§ WHAT IS EXPECTED:
Reply only with how many lines in these entries hold the string "solid".

....

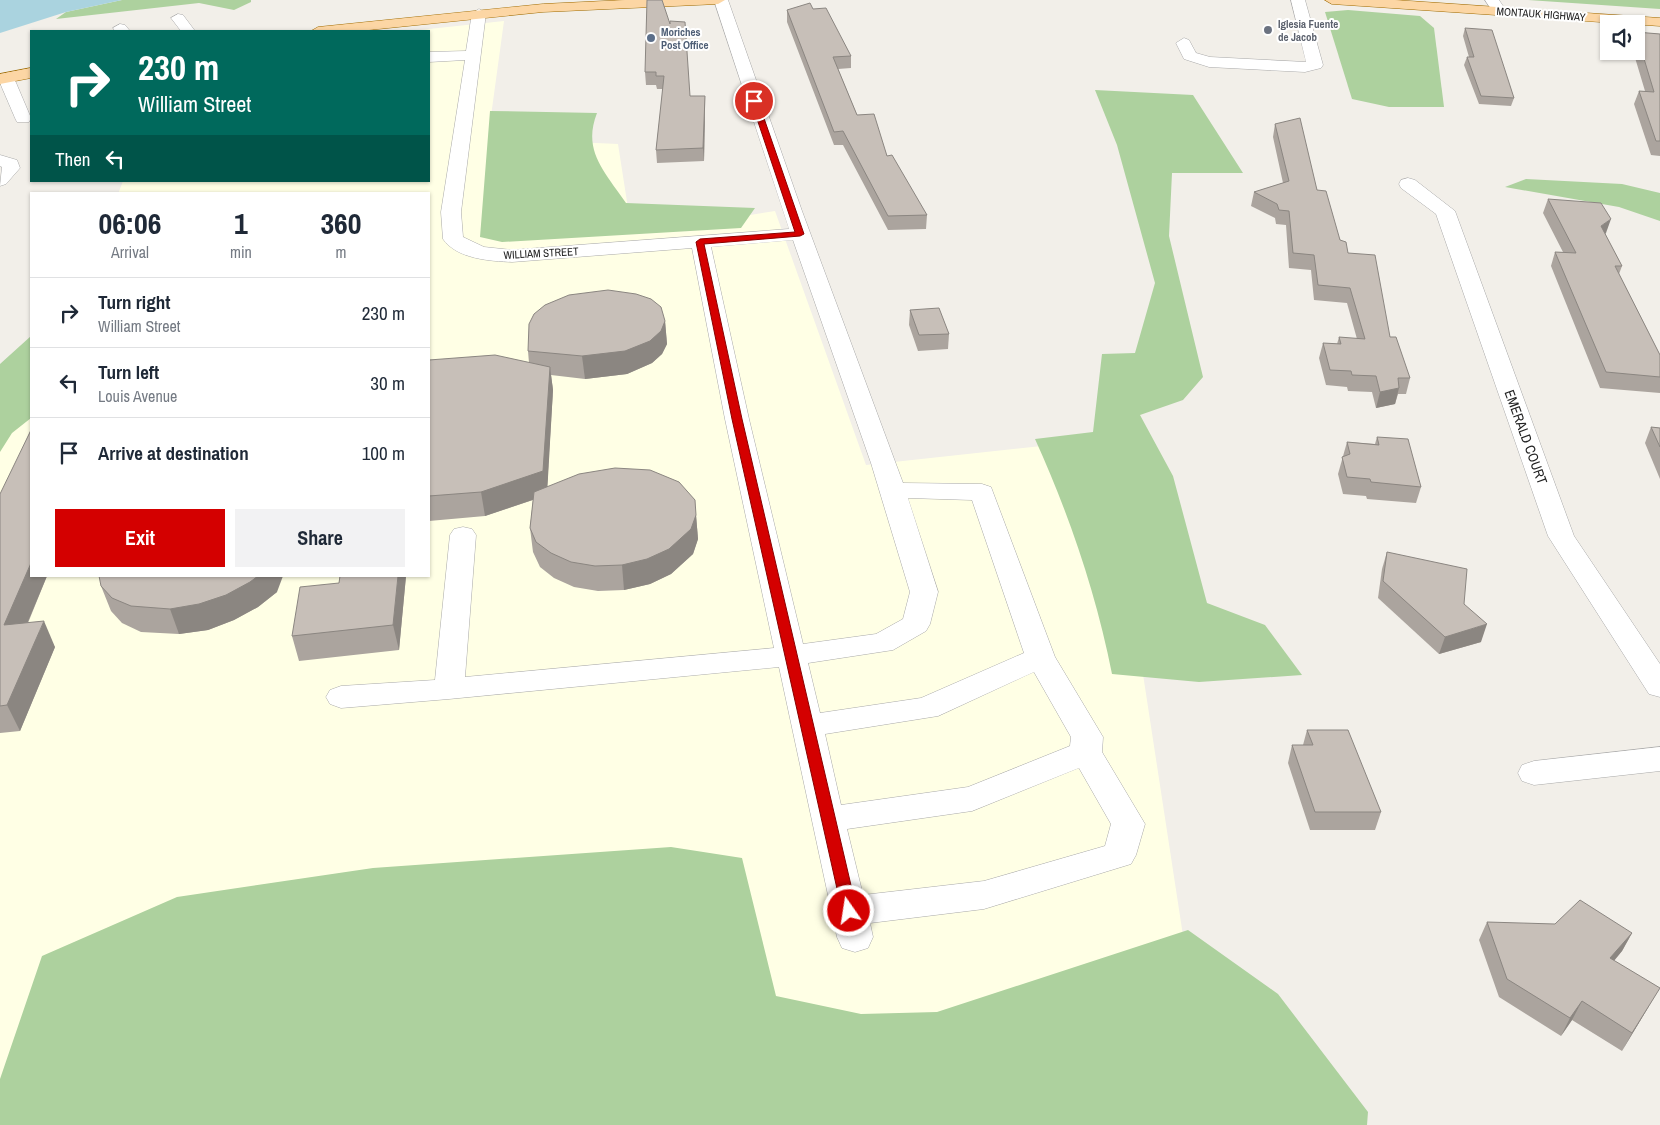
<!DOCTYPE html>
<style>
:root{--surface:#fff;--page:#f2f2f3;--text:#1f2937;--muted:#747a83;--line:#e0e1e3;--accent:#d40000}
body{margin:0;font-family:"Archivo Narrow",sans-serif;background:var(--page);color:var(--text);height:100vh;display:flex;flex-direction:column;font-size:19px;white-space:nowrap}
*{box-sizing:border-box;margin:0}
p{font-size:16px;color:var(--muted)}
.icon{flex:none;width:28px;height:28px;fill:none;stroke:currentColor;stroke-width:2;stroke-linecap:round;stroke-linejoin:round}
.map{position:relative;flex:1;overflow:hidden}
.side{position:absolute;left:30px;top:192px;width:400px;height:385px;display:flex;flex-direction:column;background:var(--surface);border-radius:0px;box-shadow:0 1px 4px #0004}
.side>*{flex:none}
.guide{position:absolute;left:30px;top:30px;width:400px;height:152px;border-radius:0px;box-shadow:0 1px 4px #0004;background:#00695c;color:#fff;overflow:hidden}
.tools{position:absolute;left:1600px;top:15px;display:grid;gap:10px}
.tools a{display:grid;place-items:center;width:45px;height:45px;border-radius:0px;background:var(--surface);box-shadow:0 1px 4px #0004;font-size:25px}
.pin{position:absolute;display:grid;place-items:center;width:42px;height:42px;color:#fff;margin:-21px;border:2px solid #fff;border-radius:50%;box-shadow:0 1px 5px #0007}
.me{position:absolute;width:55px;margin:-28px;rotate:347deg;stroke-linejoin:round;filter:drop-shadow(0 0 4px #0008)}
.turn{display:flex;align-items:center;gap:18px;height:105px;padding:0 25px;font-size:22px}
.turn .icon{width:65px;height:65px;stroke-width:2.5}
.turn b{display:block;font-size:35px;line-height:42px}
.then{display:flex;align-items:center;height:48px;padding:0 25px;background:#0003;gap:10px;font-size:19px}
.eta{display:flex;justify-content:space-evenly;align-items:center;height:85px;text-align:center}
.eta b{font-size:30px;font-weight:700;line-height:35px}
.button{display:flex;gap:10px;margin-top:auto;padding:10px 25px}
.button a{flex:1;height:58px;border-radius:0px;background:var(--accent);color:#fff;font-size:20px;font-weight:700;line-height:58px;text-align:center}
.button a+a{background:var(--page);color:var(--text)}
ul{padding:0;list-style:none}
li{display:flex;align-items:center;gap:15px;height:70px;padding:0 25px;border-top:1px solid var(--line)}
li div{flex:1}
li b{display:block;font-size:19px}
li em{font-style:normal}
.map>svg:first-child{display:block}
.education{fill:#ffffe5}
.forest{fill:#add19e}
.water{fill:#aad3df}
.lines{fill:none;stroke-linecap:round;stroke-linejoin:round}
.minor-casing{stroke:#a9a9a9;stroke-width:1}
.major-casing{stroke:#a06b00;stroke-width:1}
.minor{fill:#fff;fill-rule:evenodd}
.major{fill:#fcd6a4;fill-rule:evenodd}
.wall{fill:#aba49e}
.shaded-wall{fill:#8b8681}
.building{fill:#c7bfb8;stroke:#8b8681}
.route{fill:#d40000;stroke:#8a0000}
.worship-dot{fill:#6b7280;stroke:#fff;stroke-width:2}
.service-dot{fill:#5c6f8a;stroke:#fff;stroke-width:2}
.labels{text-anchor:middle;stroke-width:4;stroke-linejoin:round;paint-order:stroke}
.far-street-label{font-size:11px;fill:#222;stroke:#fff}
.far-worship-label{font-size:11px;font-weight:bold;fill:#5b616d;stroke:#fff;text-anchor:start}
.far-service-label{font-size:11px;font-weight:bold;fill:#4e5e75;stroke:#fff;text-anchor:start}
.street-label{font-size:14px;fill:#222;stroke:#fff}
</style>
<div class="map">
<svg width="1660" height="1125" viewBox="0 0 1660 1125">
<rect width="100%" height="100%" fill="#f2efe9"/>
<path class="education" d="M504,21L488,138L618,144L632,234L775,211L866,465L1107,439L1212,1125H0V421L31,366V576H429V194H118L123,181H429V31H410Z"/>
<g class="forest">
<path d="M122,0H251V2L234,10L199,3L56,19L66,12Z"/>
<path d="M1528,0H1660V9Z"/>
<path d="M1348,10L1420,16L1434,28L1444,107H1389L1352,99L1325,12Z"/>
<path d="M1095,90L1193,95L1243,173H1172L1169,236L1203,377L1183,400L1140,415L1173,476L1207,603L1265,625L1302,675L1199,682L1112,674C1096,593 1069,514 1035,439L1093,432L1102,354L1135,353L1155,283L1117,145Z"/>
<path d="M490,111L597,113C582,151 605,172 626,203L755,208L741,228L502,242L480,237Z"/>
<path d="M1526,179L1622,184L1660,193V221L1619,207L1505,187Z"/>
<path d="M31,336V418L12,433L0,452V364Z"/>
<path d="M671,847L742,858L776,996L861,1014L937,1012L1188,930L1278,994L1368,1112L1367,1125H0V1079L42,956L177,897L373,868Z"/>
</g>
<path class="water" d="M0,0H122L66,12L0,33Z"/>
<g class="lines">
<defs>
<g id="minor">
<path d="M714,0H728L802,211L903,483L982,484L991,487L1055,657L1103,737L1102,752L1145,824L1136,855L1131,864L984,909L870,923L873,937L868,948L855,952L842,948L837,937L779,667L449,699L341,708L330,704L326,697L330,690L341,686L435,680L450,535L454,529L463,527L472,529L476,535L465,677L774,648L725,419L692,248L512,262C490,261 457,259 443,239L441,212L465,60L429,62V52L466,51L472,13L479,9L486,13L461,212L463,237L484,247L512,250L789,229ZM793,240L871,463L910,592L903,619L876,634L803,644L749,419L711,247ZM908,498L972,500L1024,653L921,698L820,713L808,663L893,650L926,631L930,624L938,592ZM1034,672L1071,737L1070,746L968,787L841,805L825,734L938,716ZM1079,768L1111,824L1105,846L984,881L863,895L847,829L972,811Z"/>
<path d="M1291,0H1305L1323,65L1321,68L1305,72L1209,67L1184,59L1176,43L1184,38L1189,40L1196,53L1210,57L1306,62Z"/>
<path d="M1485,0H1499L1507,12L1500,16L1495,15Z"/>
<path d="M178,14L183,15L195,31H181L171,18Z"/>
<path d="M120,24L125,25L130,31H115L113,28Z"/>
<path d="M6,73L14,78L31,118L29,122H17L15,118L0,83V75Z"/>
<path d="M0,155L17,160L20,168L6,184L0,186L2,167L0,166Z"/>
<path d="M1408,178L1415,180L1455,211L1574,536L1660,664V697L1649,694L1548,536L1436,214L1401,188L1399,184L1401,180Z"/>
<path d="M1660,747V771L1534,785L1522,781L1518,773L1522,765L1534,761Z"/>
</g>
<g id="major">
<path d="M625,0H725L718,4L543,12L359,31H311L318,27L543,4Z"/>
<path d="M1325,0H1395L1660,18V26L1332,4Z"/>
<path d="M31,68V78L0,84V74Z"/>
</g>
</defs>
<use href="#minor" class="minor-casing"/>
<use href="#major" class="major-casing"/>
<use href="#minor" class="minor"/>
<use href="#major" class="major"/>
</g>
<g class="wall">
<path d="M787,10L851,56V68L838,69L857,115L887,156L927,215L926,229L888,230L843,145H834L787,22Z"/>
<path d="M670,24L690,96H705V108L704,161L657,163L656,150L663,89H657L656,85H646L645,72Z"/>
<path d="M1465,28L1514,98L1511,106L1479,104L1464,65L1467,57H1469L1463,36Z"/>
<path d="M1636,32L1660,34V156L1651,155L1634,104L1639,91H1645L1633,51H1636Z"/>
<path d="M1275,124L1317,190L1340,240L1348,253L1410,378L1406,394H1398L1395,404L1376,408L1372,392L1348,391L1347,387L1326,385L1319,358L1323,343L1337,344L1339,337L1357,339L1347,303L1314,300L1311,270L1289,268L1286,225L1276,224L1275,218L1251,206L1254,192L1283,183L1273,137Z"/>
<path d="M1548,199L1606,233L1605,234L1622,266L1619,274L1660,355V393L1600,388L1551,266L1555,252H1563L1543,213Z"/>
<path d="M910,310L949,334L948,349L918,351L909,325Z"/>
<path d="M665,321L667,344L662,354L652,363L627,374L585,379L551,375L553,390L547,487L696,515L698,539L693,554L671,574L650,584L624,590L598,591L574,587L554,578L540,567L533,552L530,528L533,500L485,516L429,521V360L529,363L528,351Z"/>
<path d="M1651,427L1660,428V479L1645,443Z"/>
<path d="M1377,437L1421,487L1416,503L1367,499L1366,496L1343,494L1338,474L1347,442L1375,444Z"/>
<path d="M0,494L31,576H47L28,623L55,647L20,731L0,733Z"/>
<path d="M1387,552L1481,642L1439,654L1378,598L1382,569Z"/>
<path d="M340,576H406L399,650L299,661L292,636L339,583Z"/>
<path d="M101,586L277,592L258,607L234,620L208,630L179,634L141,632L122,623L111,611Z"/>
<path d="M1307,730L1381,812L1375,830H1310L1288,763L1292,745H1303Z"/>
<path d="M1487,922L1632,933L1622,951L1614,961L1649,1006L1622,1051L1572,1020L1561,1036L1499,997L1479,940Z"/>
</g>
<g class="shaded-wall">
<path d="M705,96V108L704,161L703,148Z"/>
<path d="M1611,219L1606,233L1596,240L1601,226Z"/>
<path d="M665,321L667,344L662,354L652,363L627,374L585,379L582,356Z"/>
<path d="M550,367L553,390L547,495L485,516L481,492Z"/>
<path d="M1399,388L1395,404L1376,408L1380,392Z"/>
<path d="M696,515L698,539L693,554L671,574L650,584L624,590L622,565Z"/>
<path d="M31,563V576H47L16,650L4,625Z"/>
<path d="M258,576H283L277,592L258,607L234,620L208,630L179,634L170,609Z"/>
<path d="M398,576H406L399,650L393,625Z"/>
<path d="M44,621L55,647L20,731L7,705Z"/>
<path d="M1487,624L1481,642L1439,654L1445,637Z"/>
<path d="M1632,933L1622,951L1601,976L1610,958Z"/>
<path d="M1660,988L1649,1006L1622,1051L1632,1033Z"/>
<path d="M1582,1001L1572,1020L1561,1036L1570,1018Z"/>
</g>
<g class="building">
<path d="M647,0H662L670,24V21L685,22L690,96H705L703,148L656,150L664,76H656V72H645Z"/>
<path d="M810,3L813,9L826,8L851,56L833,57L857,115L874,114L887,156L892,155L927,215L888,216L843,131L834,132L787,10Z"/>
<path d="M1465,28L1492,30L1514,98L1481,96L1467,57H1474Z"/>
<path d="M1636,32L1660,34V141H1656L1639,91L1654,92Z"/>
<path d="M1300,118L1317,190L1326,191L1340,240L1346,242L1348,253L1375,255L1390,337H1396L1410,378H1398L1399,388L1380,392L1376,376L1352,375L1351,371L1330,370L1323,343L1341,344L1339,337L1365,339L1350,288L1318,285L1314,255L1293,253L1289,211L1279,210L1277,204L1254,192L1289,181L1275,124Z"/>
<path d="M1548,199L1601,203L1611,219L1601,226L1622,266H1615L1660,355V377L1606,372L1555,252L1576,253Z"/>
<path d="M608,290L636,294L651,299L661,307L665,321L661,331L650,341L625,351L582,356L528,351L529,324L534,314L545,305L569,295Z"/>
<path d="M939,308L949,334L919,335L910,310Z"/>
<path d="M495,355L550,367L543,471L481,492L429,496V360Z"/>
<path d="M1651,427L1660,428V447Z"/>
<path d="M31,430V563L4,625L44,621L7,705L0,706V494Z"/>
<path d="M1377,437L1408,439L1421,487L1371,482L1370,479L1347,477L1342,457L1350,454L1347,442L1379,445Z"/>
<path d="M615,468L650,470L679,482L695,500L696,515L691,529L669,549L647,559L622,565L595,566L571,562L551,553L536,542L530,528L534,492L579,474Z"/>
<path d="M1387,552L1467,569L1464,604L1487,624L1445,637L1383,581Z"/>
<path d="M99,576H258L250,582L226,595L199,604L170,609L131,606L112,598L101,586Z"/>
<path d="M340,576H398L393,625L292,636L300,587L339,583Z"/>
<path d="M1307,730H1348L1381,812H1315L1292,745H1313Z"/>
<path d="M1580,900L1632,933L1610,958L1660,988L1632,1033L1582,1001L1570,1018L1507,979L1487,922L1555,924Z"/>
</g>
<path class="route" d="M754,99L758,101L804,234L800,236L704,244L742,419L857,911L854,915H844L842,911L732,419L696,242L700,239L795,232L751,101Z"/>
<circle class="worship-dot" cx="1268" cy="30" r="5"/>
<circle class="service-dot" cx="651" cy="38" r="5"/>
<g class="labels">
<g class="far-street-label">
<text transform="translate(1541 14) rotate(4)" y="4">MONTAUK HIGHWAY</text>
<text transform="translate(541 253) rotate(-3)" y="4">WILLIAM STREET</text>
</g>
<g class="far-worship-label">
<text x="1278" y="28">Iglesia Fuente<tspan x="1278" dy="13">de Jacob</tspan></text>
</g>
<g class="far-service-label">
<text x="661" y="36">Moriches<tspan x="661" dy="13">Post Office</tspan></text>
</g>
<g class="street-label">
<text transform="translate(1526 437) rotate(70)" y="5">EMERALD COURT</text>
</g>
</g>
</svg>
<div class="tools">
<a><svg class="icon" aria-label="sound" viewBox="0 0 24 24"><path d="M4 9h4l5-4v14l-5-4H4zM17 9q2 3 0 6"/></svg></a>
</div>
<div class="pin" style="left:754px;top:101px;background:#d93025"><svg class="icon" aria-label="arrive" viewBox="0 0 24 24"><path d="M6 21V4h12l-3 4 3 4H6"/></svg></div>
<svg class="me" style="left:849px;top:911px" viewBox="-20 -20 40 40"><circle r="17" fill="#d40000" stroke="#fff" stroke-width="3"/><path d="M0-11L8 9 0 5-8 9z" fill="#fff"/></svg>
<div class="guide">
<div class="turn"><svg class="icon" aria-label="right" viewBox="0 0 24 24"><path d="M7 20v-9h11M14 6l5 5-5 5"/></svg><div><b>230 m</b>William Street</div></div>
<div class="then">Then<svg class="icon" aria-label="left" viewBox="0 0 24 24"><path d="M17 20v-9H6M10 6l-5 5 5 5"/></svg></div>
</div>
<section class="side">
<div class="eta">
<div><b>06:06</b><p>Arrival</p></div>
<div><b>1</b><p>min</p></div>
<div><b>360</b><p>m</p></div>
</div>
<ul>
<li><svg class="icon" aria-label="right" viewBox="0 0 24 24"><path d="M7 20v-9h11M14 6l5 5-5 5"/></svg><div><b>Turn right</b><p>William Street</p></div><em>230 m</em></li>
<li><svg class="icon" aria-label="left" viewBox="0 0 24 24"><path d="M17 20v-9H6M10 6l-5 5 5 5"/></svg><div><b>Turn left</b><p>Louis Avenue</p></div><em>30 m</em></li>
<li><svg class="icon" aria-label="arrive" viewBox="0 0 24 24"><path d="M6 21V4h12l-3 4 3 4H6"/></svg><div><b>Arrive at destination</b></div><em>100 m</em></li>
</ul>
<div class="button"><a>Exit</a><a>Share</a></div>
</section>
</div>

....

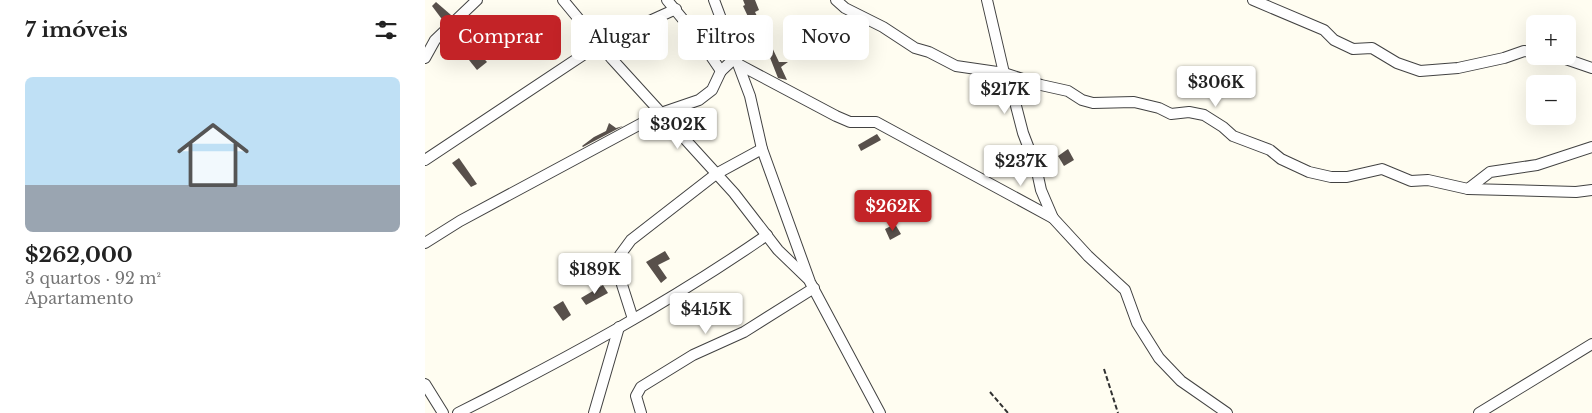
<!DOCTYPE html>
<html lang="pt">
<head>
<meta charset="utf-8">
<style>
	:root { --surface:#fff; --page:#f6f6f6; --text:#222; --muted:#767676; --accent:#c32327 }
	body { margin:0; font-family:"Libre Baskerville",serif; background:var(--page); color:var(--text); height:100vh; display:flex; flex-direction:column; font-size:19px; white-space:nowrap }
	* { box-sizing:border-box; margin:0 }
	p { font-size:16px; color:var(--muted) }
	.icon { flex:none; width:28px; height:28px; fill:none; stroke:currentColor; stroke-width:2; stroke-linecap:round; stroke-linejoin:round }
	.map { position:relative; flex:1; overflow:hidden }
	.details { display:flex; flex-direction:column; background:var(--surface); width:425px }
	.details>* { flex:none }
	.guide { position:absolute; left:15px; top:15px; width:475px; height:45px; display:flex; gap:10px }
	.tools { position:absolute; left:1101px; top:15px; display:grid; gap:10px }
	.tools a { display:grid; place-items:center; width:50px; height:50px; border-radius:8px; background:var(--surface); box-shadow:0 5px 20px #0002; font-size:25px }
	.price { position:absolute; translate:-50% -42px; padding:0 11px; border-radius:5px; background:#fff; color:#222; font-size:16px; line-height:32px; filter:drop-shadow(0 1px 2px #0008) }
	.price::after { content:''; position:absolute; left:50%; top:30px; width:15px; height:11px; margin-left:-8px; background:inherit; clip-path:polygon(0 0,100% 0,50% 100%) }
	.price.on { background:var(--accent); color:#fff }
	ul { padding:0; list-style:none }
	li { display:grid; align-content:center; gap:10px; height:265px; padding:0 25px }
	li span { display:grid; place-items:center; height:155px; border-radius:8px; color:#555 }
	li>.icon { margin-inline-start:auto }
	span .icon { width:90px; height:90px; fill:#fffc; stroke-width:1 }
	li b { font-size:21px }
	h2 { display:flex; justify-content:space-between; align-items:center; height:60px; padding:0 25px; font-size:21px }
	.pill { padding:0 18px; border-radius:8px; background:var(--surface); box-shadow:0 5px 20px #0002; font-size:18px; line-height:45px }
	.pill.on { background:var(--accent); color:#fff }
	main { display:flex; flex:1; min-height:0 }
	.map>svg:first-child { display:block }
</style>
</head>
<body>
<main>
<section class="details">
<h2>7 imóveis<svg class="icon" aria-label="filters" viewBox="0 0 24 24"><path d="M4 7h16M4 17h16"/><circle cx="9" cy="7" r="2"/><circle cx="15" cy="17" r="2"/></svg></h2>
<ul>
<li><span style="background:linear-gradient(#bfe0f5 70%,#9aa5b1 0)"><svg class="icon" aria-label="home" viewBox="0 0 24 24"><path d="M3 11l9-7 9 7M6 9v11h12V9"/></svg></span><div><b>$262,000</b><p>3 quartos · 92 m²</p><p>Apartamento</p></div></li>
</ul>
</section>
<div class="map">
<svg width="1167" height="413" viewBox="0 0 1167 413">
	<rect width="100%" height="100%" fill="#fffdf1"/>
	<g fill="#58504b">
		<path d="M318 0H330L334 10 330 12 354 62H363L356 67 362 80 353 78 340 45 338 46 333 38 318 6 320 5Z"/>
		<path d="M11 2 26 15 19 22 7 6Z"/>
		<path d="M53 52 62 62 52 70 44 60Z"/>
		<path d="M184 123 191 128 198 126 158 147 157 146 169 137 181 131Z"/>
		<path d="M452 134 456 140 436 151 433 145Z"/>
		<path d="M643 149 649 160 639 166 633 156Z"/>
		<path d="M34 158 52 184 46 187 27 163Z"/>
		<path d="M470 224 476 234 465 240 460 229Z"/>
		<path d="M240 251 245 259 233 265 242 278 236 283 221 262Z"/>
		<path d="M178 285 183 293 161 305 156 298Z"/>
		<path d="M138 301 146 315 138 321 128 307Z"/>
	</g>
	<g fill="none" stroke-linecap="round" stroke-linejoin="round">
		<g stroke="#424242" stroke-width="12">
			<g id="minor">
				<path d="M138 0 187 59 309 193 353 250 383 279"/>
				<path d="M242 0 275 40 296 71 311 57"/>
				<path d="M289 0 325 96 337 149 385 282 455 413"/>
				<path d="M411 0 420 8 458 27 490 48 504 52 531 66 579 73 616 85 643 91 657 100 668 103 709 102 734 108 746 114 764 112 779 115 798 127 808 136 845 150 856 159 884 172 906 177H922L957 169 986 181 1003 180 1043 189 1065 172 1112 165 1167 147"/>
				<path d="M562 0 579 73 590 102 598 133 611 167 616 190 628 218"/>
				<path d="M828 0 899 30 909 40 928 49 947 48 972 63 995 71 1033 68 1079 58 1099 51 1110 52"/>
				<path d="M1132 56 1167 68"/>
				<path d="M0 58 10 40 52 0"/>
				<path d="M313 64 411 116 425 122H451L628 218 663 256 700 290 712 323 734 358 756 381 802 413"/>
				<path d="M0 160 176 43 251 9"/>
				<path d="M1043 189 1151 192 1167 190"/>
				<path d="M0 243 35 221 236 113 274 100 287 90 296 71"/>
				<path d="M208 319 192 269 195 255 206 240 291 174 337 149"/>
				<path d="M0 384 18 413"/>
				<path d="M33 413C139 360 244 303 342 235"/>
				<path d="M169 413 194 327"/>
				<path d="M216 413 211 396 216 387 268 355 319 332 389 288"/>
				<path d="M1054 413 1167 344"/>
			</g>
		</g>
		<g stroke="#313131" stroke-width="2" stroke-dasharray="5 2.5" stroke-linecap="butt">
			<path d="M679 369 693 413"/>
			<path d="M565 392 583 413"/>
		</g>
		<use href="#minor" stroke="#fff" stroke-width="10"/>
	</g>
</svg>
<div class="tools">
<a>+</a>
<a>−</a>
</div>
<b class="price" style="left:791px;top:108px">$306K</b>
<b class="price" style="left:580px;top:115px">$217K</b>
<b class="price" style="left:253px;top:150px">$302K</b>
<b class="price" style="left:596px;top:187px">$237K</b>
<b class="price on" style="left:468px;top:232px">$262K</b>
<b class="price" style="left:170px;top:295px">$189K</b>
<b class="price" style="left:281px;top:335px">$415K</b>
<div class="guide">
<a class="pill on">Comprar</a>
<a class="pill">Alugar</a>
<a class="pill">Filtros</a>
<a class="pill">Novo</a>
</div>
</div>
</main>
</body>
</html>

....

§ ANSWER TO THIS PROBLEM:
2